BY CLINT COMBS
Lauren Gray was cut off from her mother after becoming pregnant while in college. Julie Edwards, a Medicaid recipient from South Carolina living with Type 1 diabetes, needed birth control. Their stories may seem random, but consider how Republicans are gutting Medicaid and Reproductive Rights.
Gray couldn’t travel three hours to the nearest Planned Parenthood Clinic so she called a pregnancy center close to campus and said, “I would like to have an abortion but I don’t know exactly what that looks like.” Edwards said she preferred Planned Parenthood for “gynecological care but needed Medicaid coverage,” court records say.
After speaking with staff at the “pregnancy center,” Gray grew jaded, later telling the AP, ”I don’t want more women deceived by these fake women’s health centers.” Edwards found a judgement-free clinic that was able to provide her health services at Planned Parenthood South Atlantic (PPSAT).
Gray was able to ditch the pregnancy center, but things went south for Edwards.

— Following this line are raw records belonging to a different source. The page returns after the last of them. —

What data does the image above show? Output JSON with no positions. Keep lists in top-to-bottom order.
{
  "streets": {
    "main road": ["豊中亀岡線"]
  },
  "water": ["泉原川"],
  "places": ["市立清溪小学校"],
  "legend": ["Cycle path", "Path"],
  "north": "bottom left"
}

South Carolina’s Governor Henry McMaster directed the state’s Department of Health and Human Services to cut Planned Parenthood from its list of approved Medicaid providers. Edwards and Planned Parenthood sued state officials under Section 1983 of the Civil Rights Act of 1871 (aka the Ku Klux Klan Act), arguing that the state violated federal Medicaid law by unlawfully restricting access to qualified providers. Two lower courts sided with Edwards blocking Gov. McMaster from removing Planned Parenthood from Medicaid.

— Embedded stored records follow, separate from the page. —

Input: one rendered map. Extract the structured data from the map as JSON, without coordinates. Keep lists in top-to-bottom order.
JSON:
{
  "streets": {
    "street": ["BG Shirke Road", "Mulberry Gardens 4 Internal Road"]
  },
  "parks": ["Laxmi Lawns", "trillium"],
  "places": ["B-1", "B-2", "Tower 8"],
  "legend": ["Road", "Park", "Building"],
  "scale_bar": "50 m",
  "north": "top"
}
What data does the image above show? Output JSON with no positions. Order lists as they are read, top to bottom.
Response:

However, the Supreme Court’s conservative majority overturned those rulings, deciding that Medicaid beneficiaries do not have the right under the Civil Rights Act provision to sue states over provider choice. Just a week later, President Donald Trump signed a budget bill cutting
$1 trillion from Medicaid.
These decisions could have far-reaching impacts on reproductive care, as Medicaid covered nearly half of all U.S. births in 2024, according to the CDC. With Planned Parenthood clinics defunded and Medicaid access shrinking, more low-income patient may be forced to seek care from providers that often do not offer comprehensive or unbiased reproductive health services. This is especially true in Minnesota, where crisis pregnancy centers outnumber brick-and-mortar_abortion clinics 11 to one.
“I mean, when you just look at Medicaid alone, there’s a staggering number, I think it’s 40% of pregnancies in the United States, that are paid for by people who use Medicaid dollars,” said Lizz Winstead, co-creator of The Daily Show and founder of Abortion Access Front.
Minnesota Republican state lawmakers tried and failed to pass House File 25, which would dole out $6 million to crisis pregnancy centers over two years. Kristin Bahner, DFL State Representative from District 37B, warned that many of these centers could violate patient privacy laws. “Many of these clinics are not subject to HIPAA regulation,” Bahner said. “But the reality is we’re not talking about how we are not protecting the data and the privacy of the women using these services.”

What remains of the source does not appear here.